What is expected:
All of the records should come back exactly as written.

*** Source data ***

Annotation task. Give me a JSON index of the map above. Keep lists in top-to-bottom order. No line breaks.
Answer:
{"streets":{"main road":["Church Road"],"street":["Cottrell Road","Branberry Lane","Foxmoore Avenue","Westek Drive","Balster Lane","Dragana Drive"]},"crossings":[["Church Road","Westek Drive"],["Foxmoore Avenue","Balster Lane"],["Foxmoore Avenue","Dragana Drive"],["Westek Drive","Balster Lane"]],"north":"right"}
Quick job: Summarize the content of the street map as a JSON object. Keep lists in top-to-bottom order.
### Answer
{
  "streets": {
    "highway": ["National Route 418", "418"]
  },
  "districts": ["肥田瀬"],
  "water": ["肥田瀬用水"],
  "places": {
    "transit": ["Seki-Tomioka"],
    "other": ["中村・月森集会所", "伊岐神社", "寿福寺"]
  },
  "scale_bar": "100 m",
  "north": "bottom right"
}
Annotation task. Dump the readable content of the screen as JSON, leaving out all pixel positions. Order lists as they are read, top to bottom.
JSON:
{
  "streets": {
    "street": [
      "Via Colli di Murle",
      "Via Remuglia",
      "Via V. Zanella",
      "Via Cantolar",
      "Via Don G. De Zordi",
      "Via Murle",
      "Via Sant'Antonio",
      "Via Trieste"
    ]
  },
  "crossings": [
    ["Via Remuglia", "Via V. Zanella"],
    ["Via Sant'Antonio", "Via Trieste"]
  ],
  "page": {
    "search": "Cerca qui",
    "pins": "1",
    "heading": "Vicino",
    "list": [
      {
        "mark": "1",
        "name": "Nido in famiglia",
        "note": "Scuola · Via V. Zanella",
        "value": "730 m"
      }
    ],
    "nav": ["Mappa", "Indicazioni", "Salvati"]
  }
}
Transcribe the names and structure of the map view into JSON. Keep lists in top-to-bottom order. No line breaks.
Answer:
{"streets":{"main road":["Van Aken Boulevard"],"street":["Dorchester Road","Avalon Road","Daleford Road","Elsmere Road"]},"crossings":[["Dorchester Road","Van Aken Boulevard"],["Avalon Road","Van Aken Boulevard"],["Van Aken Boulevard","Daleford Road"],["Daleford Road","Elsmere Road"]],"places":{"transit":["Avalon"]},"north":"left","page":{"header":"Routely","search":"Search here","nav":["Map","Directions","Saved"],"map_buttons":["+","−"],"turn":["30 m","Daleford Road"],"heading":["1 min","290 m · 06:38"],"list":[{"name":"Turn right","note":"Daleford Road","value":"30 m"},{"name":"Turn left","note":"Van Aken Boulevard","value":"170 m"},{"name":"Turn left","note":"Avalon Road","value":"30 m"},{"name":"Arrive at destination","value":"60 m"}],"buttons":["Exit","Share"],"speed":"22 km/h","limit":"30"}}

***

Solution to this task:
Annotation task. Give me a JSON index of the map above. Keep lists in top-to-bottom order. No line breaks.
Answer:
{"streets":{"main road":["Church Road"],"street":["Cottrell Road","Branberry Lane","Foxmoore Avenue","Westek Drive","Balster Lane","Dragana Drive"]},"crossings":[["Church Road","Westek Drive"],["Foxmoore Avenue","Balster Lane"],["Foxmoore Avenue","Dragana Drive"],["Westek Drive","Balster Lane"]],"north":"right"}
Quick job: Summarize the content of the street map as a JSON object. Keep lists in top-to-bottom order.
### Answer
{
  "streets": {
    "highway": ["National Route 418", "418"]
  },
  "districts": ["肥田瀬"],
  "water": ["肥田瀬用水"],
  "places": {
    "transit": ["Seki-Tomioka"],
    "other": ["中村・月森集会所", "伊岐神社", "寿福寺"]
  },
  "scale_bar": "100 m",
  "north": "bottom right"
}
Annotation task. Dump the readable content of the screen as JSON, leaving out all pixel positions. Order lists as they are read, top to bottom.
JSON:
{
  "streets": {
    "street": [
      "Via Colli di Murle",
      "Via Remuglia",
      "Via V. Zanella",
      "Via Cantolar",
      "Via Don G. De Zordi",
      "Via Murle",
      "Via Sant'Antonio",
      "Via Trieste"
    ]
  },
  "crossings": [
    ["Via Remuglia", "Via V. Zanella"],
    ["Via Sant'Antonio", "Via Trieste"]
  ],
  "page": {
    "search": "Cerca qui",
    "pins": "1",
    "heading": "Vicino",
    "list": [
      {
        "mark": "1",
        "name": "Nido in famiglia",
        "note": "Scuola · Via V. Zanella",
        "value": "730 m"
      }
    ],
    "nav": ["Mappa", "Indicazioni", "Salvati"]
  }
}
Transcribe the names and structure of the map view into JSON. Keep lists in top-to-bottom order. No line breaks.
Answer:
{"streets":{"main road":["Van Aken Boulevard"],"street":["Dorchester Road","Avalon Road","Daleford Road","Elsmere Road"]},"crossings":[["Dorchester Road","Van Aken Boulevard"],["Avalon Road","Van Aken Boulevard"],["Van Aken Boulevard","Daleford Road"],["Daleford Road","Elsmere Road"]],"places":{"transit":["Avalon"]},"north":"left","page":{"header":"Routely","search":"Search here","nav":["Map","Directions","Saved"],"map_buttons":["+","−"],"turn":["30 m","Daleford Road"],"heading":["1 min","290 m · 06:38"],"list":[{"name":"Turn right","note":"Daleford Road","value":"30 m"},{"name":"Turn left","note":"Van Aken Boulevard","value":"170 m"},{"name":"Turn left","note":"Avalon Road","value":"30 m"},{"name":"Arrive at destination","value":"60 m"}],"buttons":["Exit","Share"],"speed":"22 km/h","limit":"30"}}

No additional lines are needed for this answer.